By | Newsbeat National | Published 7 years ago

The term Ahmadi applies neither to a person nor a belief. In the context of Pakistan, Ahmadi is a condition of otherness. It is the cornerstone against which the sameness is measured — the sameness of being a true Pakistani. Ahmadi is the make-do answer of the legitimate question that remains unresolved to date — the question of national identity. The problem faced by Pakistan is not the answer, but the question itself.

The PML-N leader, Captain (retd) Safdar, took the floor of the National Assembly in October only to go into a venomous tirade against the much persecuted Ahmadi community of Pakistan. He called for a blanket ban on their induction in the army, called into question their loyalty to the country, and criticised the re-naming of Quaid-e-Azam university’s physics centre after Dr Abdus Salam — the first Pakistani Nobel laureate, and an Ahmadi by faith.

The retired Captain – who happens to be former Prime Minister Nawaz Sharif’s son-in-law – ranting against the most vulnerable community of Pakistan, hoping to gain some political mileage, was not a novel spectacle. It was Mumtaz Daultana, the second Chief Minister of Punjab from 1951 to 1953, who first exploited the anti-Ahmadi sentiments fanned by Majlis-e-Ahrar-ul-Islam during that time. He hoped to earn political mileage from the situation by discrediting the central government — headed by a Bengali Prime Minister, Khwaja Nazimuddin — against the background of the then ongoing discussions of the Basic Principles Committee which was to determine the underlying principles of the future legislature. The situation culminated in the 1953 Lahore riots, resulting in hundreds of deaths and imposition of Martial Law in the city.

The retired Captain is not the first one to distort history by eulogising Attaullah Shah Bukhari and Jinnah in the same breath. Syed Attaullah Shah Bukhari — one of the founding members of Majlis-e-Ahrar — was a fierce critic of Jinnah and the Muslim League. His party called Pakistan ‘Kafiristan’ and another founding member of the Ahrar, Mazhar Ali Azhar, wrote a famous couplet: “Ik kafira kay peechay Islam ko chora / Yeh Quaid-e-Azam hai ke kafir-e-azam.”

Prof Abdus Salam receding the Nobel Prize from the King of Sweden.

 

Another target of the retired Captain’s speech, Zafarullah Khan — the first Foreign Minister of Pakistan — was appointed by Jinnah himself to represent the Muslim League before the Radcliffe Boundary Commission. The revisionism and obscurantism of history in Pakistan is so complete that the figure of Jinnah resonates brilliantly with the ones who would otherwise have been its antithesis.

Safdar’s speech was, by any definition, a hate speech delivered at a time when the ruling party could really use some political gains. However, at the heart of it lie the very fundamental questions of citizenship, the role of religion in shaping national identity, and the role of the nation-state in the context of Pakistan. That a hate speech was delivered on the floor of the Parliament and not a single member of the assembly dared to protest, is probably the most disturbing aspect of all. The parliament, however, has been a party to it for long.

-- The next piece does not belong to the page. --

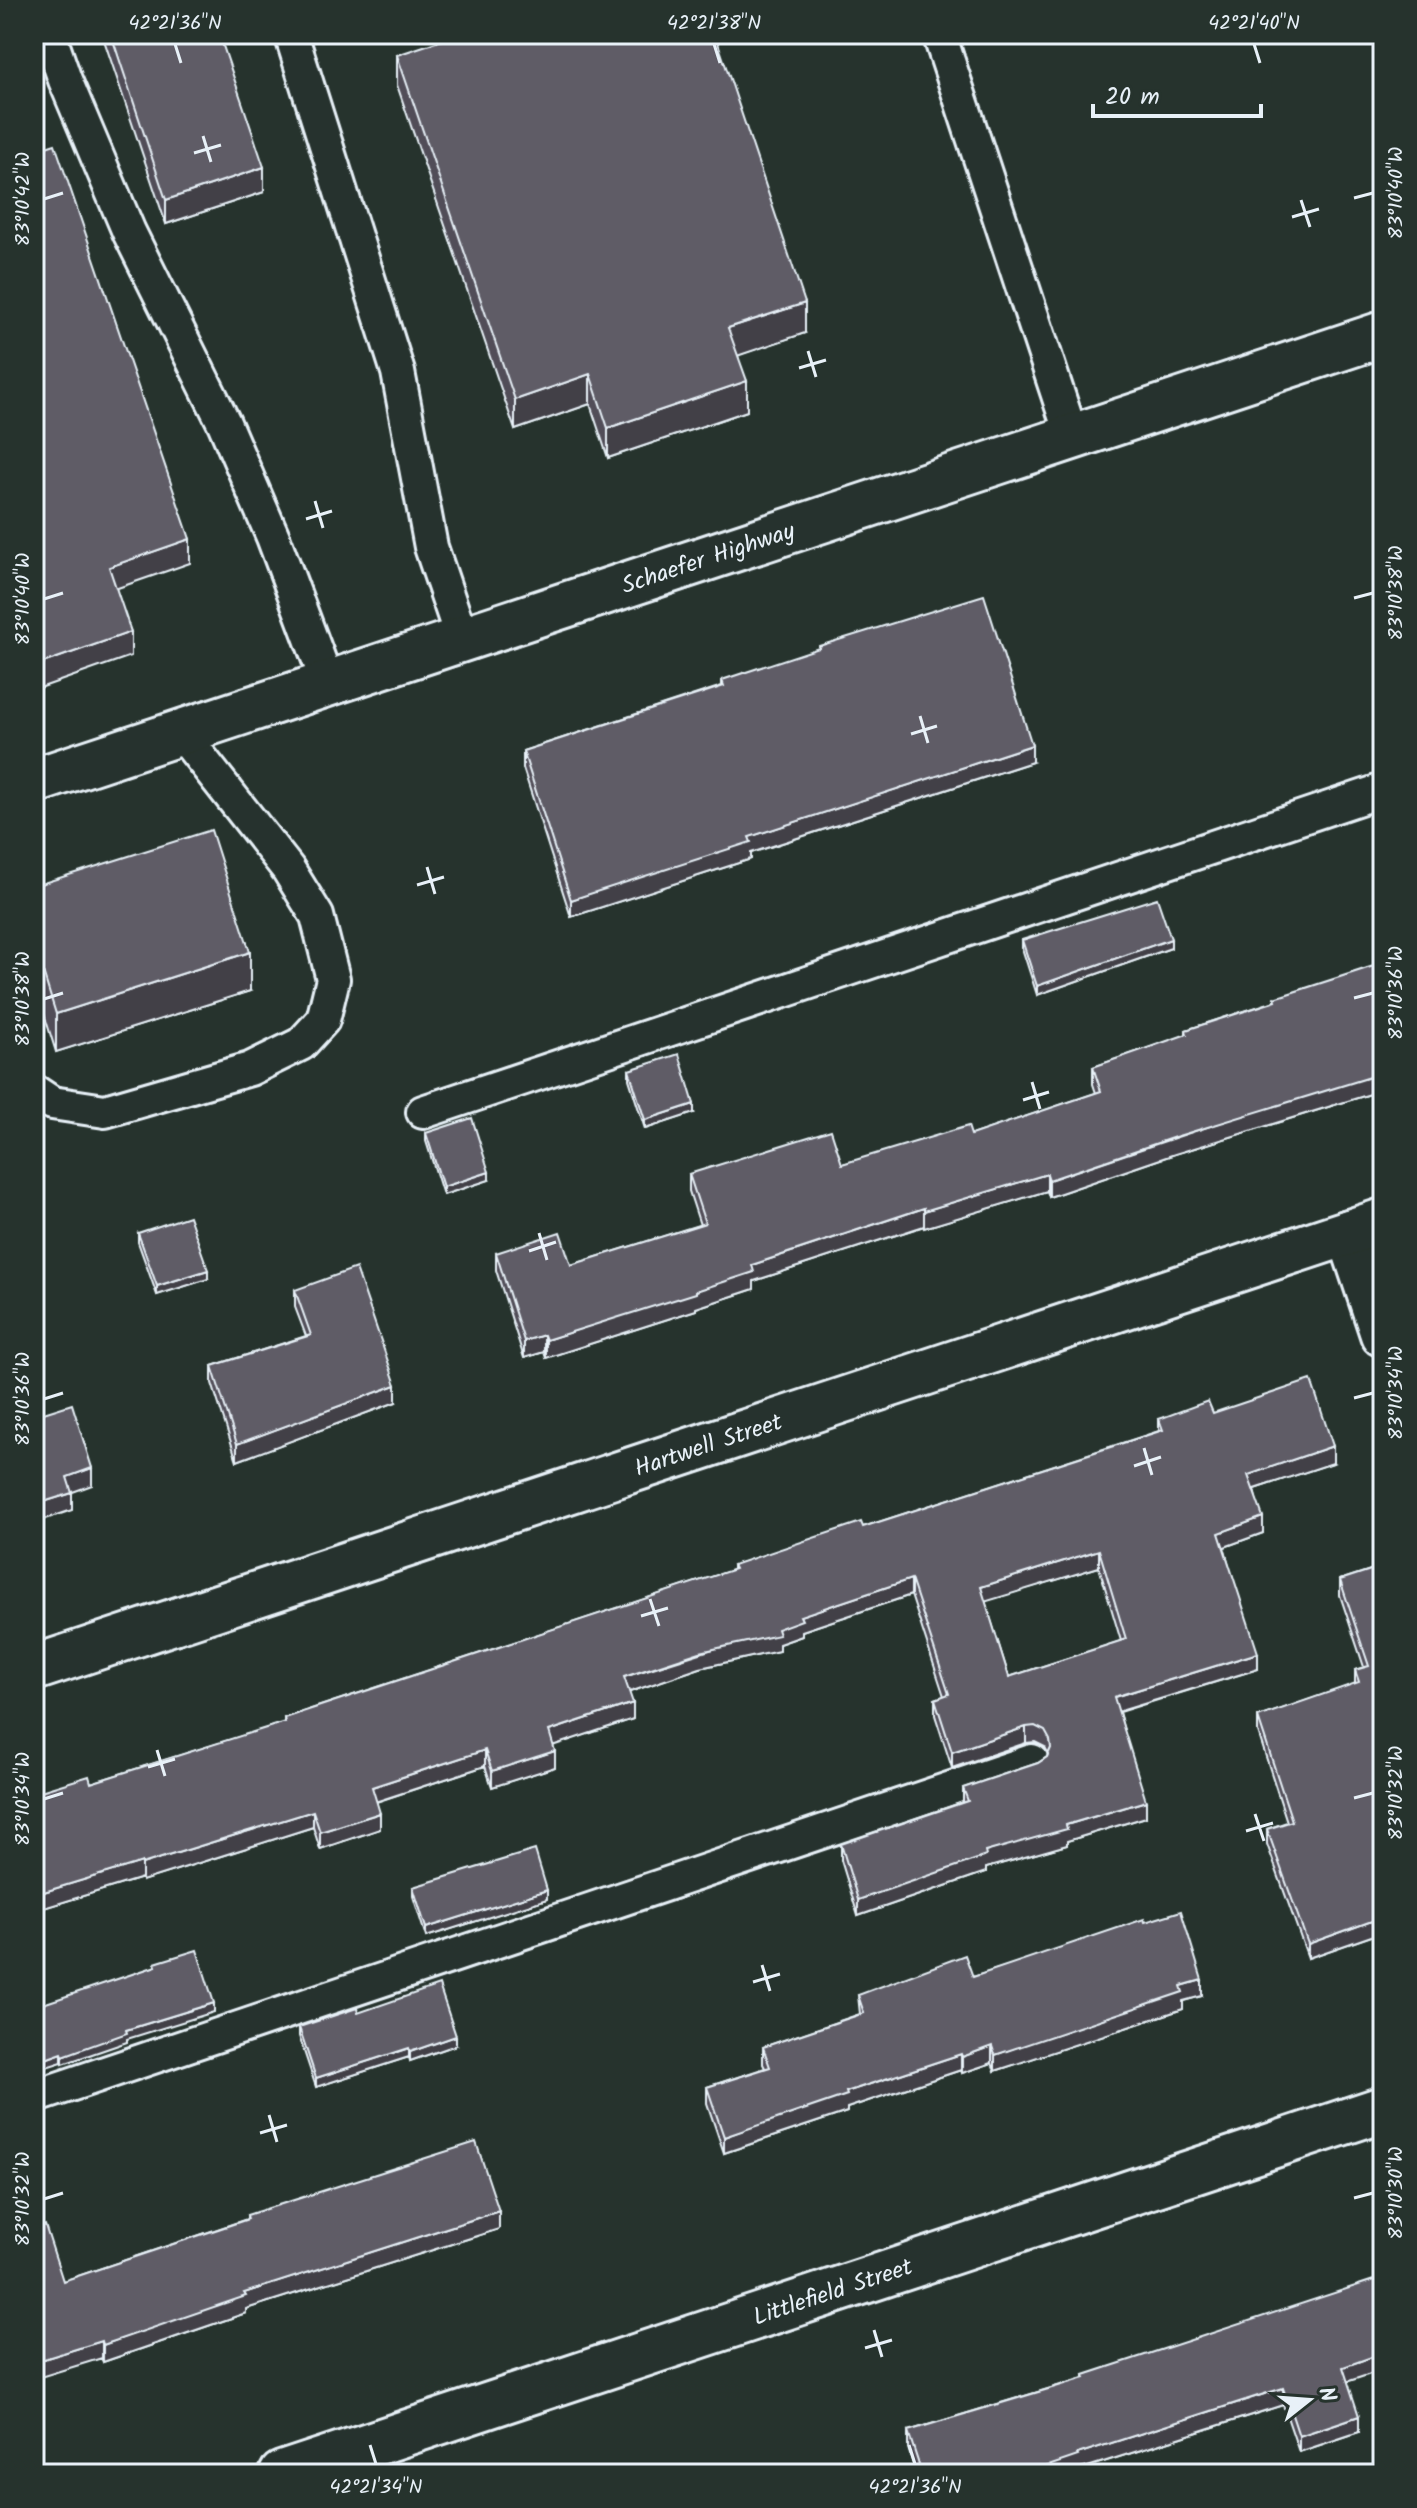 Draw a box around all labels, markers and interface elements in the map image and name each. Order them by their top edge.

The separation of East Pakistan in 1971 was not merely a territorial loss; it also inflicted immense harm on the ideological body of Pakistan. Pakistan was Muslim before 1971. It did not survive in that form. It had to be something else in order to survive. It became ‘good’ Muslim after 1971. This is where 1974 comes into the picture, when the state expropriated the clerics’ role. Apart from the myriad other factors, including the strong first-time presence of ulema in parliament and a populist party at the helm, the Second Amendment was enacted in the backdrop of a polity struggling to answer the question of a marred national identity.

 

Poets and poets alone have the ability to give simple voice to complex philosophies and prophecies. It was a poet and politician, Afzal Randhawa, who observed in the assembly during the open discussion in the House before passing the amendment in 1974: “[If Ahmadis] could not be good Muslims, how could they be good Pakistanis?” This simple observation embodies the underlying criterion upon which nationhood was to be based — a state-sanctioned subject of inseparable overlapping national and religious identities. The problem, however, is that when good is imposed by the authority, the bad needs to be defined too. There can exist no authoritarian sameness without conjuring up otherness. The Ahmadi, as we know it today, is our other. We have invented it; secularly and constitutionally.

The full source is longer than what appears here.